Chemistry.com
- Website type: Online dating service
- Owner: IAC
- Website: chemistry.com
- Commercial: Required
- Registration: yes
- Launched: 2006

= Chemistry.com =

Online dating service

Chemistry.com was an online dating service. It was the sister site of Match.com and was established by the same team that worked for that company. The site's policies involved specifically pairing members for long-term relationships using methods it refers to as "compatibility" and "chemistry".

Chemistry.com's matching algorithm was designed by Dr. Helen Fisher, a professor of anthropology and scholar, and features interviews and contributions from her along with MSN spaces page, "The Great Mate Debate". On January 30, 2009, ABC's 20/20 aired a two-hour special featuring Dr. Fisher and discussing her theory and research behind the Chemistry.com personality test and matching.

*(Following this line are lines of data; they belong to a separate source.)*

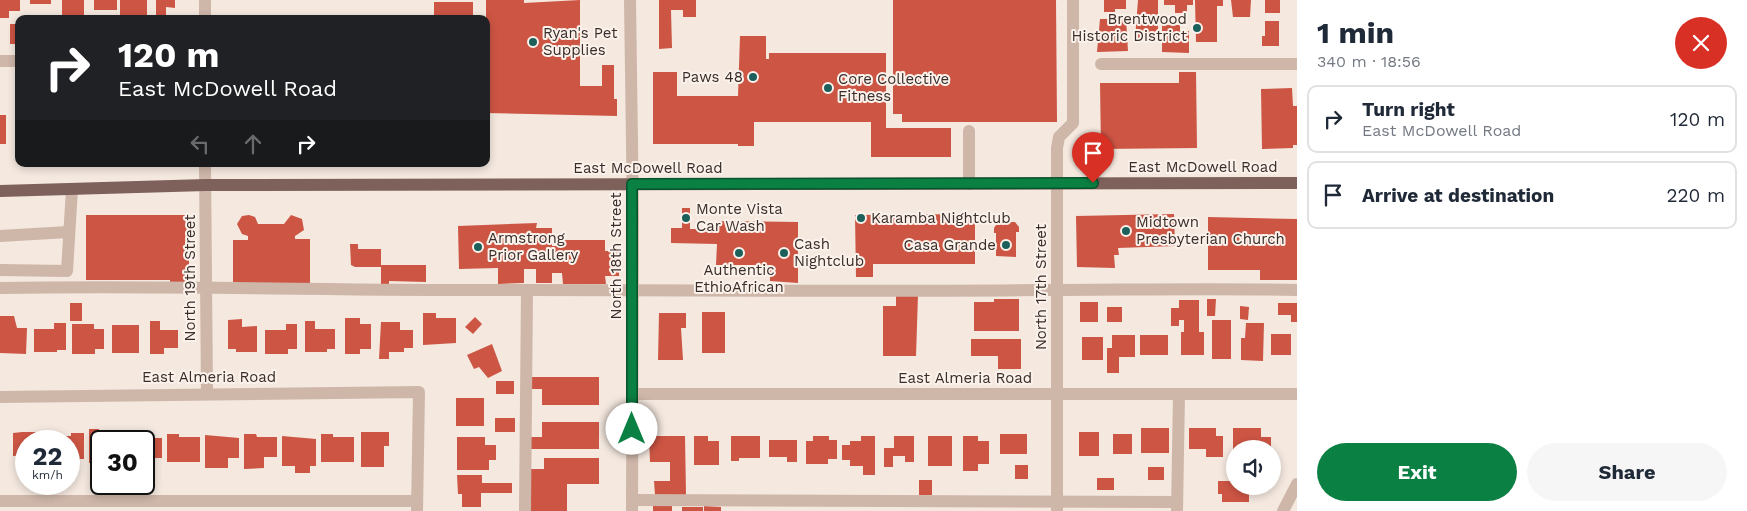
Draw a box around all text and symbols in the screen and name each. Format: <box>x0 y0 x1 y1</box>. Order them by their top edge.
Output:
place label: Brentwood Historic District <box>1071 10 1188 45</box>
text: 1 min <box>1317 15 1394 50</box>
button: close <box>1675 17 1727 69</box>
marker: Brentwood Historic District <box>1191 22 1203 34</box>
place label: Ryan's Pet Supplies <box>543 24 618 59</box>
text: 120 m <box>118 34 219 76</box>
icon: right <box>35 35 100 100</box>
marker: Ryan's Pet Supplies <box>527 36 539 48</box>
text: 340 m · 18:56 <box>1317 52 1421 71</box>
place label: Paws 48 <box>682 68 743 86</box>
place label: Core Collective Fitness <box>838 70 949 105</box>
marker: Paws 48 <box>747 71 759 83</box>
text: East McDowell Road <box>118 76 337 101</box>
marker: Core Collective Fitness <box>822 82 834 94</box>
text: Turn right <box>1362 98 1455 121</box>
icon: right <box>1319 105 1347 133</box>
text: 120 m <box>1670 108 1725 131</box>
text: East McDowell Road <box>1362 121 1521 140</box>
icon: left <box>186 130 214 158</box>
icon: ahead <box>239 130 267 158</box>
icon: right <box>292 130 320 158</box>
pin <box>1072 132 1114 183</box>
icon: arrive <box>1079 139 1107 167</box>
street label: East McDowell Road <box>1128 158 1278 176</box>
street label: East McDowell Road <box>573 159 723 177</box>
icon: arrive <box>1319 181 1347 209</box>
text: Arrive at destination <box>1362 184 1554 207</box>
text: 220 m <box>1666 184 1725 207</box>
street label: North 18th Street <box>607 192 625 319</box>
place label: Monte Vista Car Wash <box>696 200 783 235</box>
place label: Karamba Nightclub <box>871 209 1011 227</box>
marker: Monte Vista Car Wash <box>680 212 692 224</box>
marker: Karamba Nightclub <box>855 212 867 224</box>
place label: Midtown Presbyterian Church <box>1136 213 1285 248</box>
street label: North 19th Street <box>181 214 199 341</box>
street label: North 17th Street <box>1032 223 1050 350</box>
marker: Midtown Presbyterian Church <box>1120 225 1132 237</box>
place label: Armstrong Prior Gallery <box>488 229 578 264</box>
place label: Cash Nightclub <box>794 235 864 270</box>
place label: Casa Grande <box>903 236 996 254</box>
marker: Casa Grande <box>1000 239 1012 251</box>
marker: Armstrong Prior Gallery <box>472 241 484 253</box>
marker: Authentic EthioAfrican <box>733 247 745 259</box>
marker: Cash Nightclub <box>778 247 790 259</box>
place label: Authentic EthioAfrican <box>694 261 784 296</box>
street label: East Almeria Road <box>142 368 276 386</box>
street label: East Almeria Road <box>898 369 1032 387</box>
position arrow <box>605 402 657 454</box>
speed limit sign: 30 <box>90 430 155 495</box>
map controls <box>1226 440 1281 495</box>
button: sound <box>1226 440 1281 495</box>
text: 22 <box>33 442 62 471</box>
button: Exit <box>1317 443 1517 501</box>
button: Share <box>1527 443 1727 501</box>
text: km/h <box>32 468 63 482</box>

The website became notable after several ads portrayed online daters who were rejected by eHarmony, including one which featured a gay man, highlighting the fact that eHarmony will not match people with individuals of the same gender.

In April 2008, Chemistry launched a new set of advertisements signifying the second phase of its long-term strategy, by taking the conventional wedding vows shared between two people and re-inventing them "Chemistry style".

As of June 2013, more than 8 million people across the world took the Chemistry.com personality test; a very similar test (it only has 56 easy to answer multiple choice questions that most people can finish in about 20 min or less) and it can be found in the beginning pages of Helen Fisher's book called "Why Him Why Her?".